Top of Data records

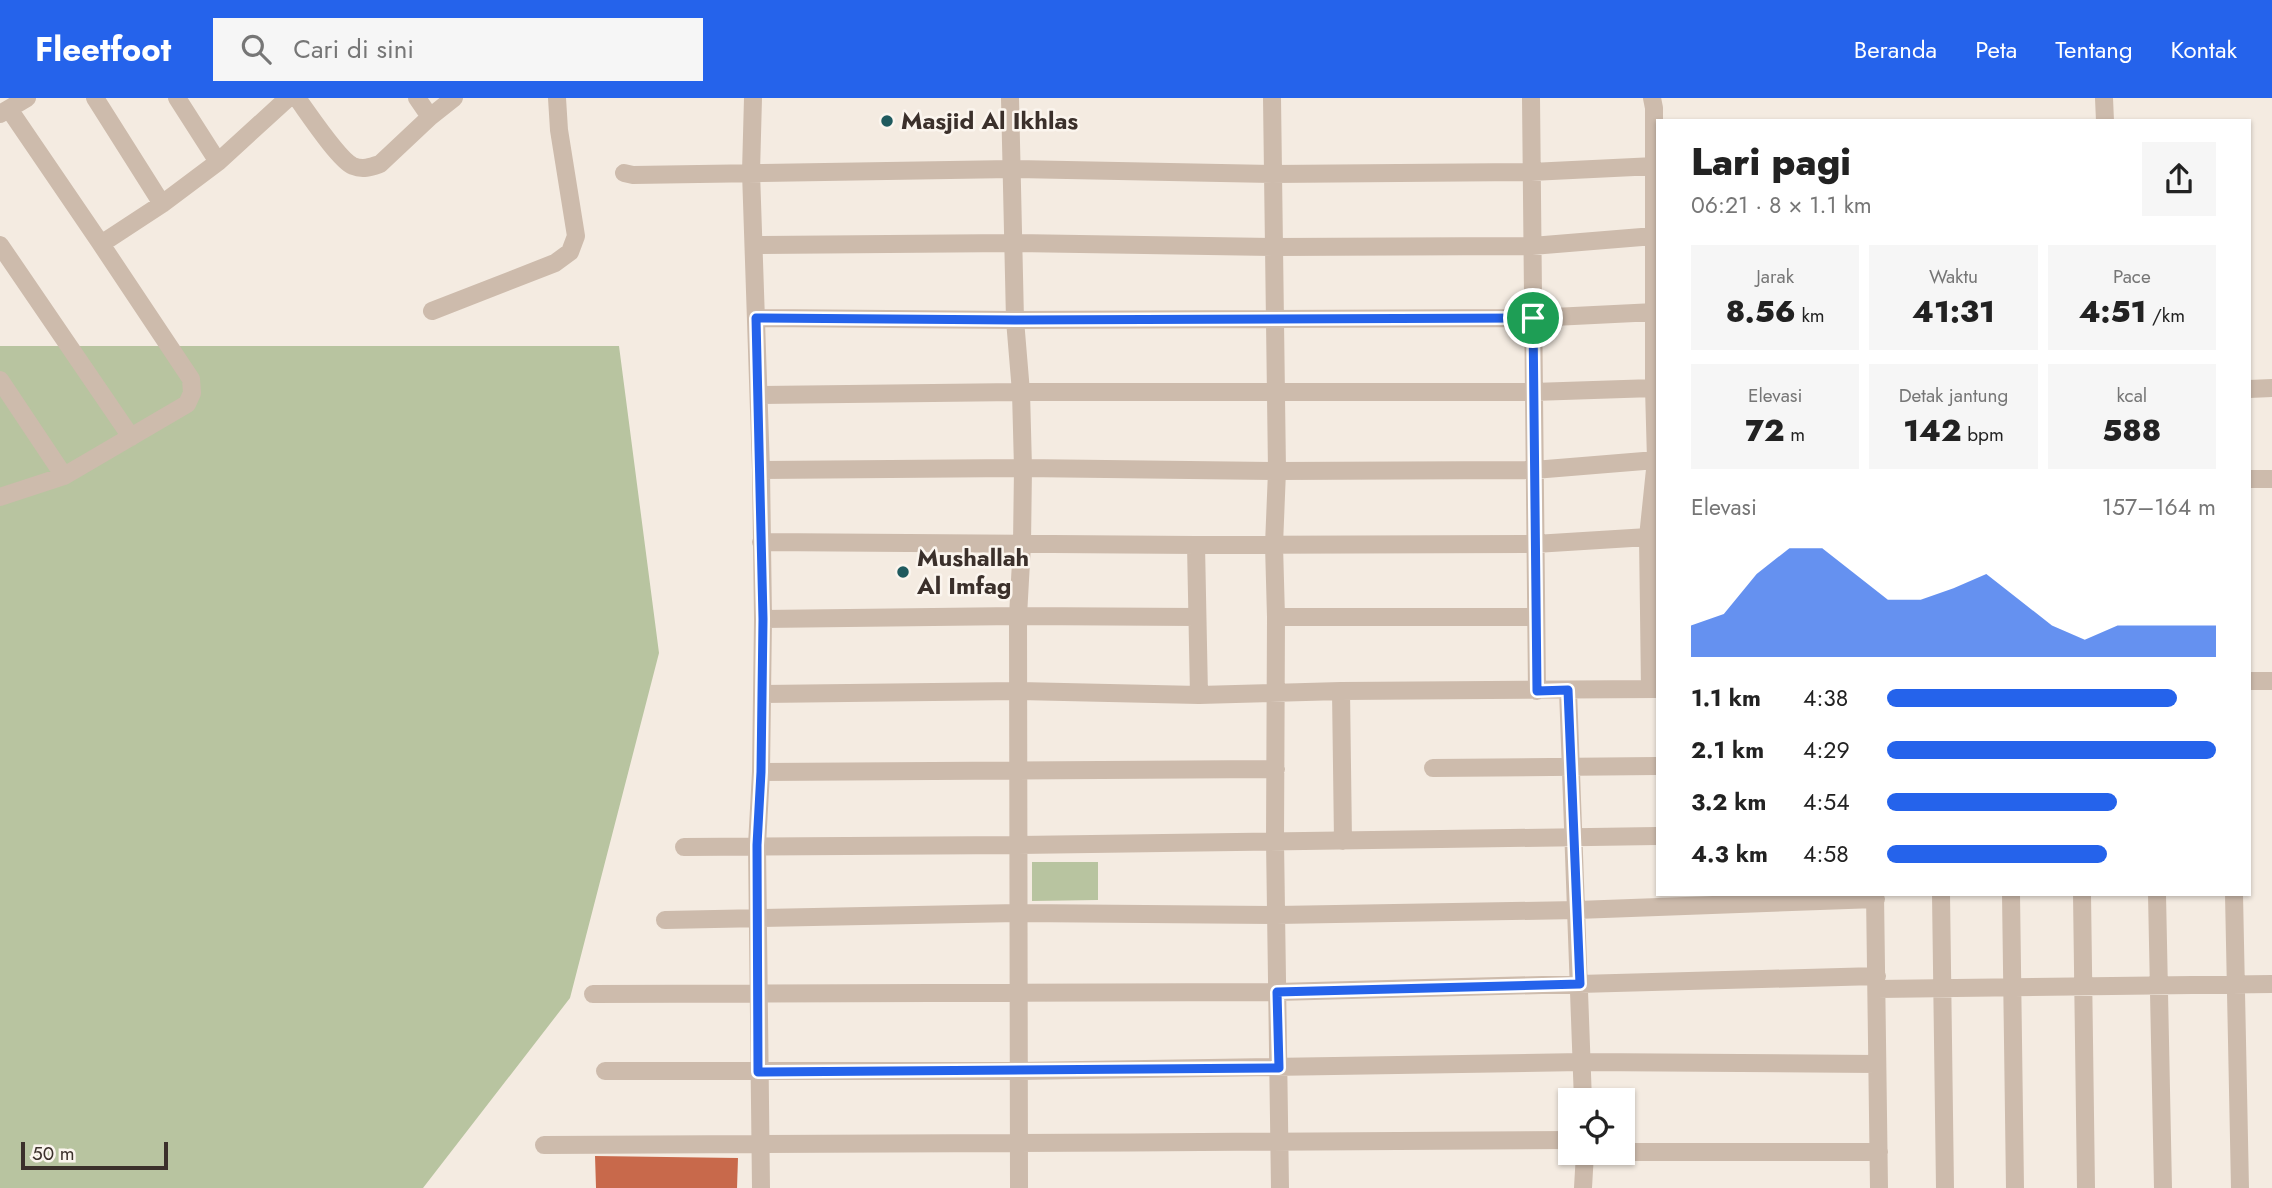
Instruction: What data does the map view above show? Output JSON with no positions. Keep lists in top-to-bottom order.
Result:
{
  "places": ["Masjid Al Ikhlas", "Mushallah Al Imfag"],
  "scale_bar": "50 m",
  "page": {
    "header": "Fleetfoot",
    "search": "Cari di sini",
    "nav": [
      "Beranda",
      "Peta",
      "Tentang",
      "Kontak"
    ],
    "heading": ["Lari pagi", "06:21 · 8 × 1.1 km"],
    "stats": [
      ["Jarak", "8.56 km"],
      ["Waktu", "41:31"],
      ["Pace", "4:51 /km"],
      ["Elevasi", "72 m"],
      ["Detak jantung", "142 bpm"],
      ["kcal", "588"]
    ],
    "chart": ["Elevasi", "157–164 m"],
    "list": [
      {
        "name": "1.1 km",
        "note": "4:38"
      },
      {
        "name": "2.1 km",
        "note": "4:29"
      },
      {
        "name": "3.2 km",
        "note": "4:54"
      },
      {
        "name": "4.3 km",
        "note": "4:58"
      }
    ],
    "scale": "50 m"
  }
}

Bottom of Data records

Assignment →
Print the records above verbatim, pictures excluded.

Written solution →
Instruction: What data does the map view above show? Output JSON with no positions. Keep lists in top-to-bottom order.
Result:
{
  "places": ["Masjid Al Ikhlas", "Mushallah Al Imfag"],
  "scale_bar": "50 m",
  "page": {
    "header": "Fleetfoot",
    "search": "Cari di sini",
    "nav": [
      "Beranda",
      "Peta",
      "Tentang",
      "Kontak"
    ],
    "heading": ["Lari pagi", "06:21 · 8 × 1.1 km"],
    "stats": [
      ["Jarak", "8.56 km"],
      ["Waktu", "41:31"],
      ["Pace", "4:51 /km"],
      ["Elevasi", "72 m"],
      ["Detak jantung", "142 bpm"],
      ["kcal", "588"]
    ],
    "chart": ["Elevasi", "157–164 m"],
    "list": [
      {
        "name": "1.1 km",
        "note": "4:38"
      },
      {
        "name": "2.1 km",
        "note": "4:29"
      },
      {
        "name": "3.2 km",
        "note": "4:54"
      },
      {
        "name": "4.3 km",
        "note": "4:58"
      }
    ],
    "scale": "50 m"
  }
}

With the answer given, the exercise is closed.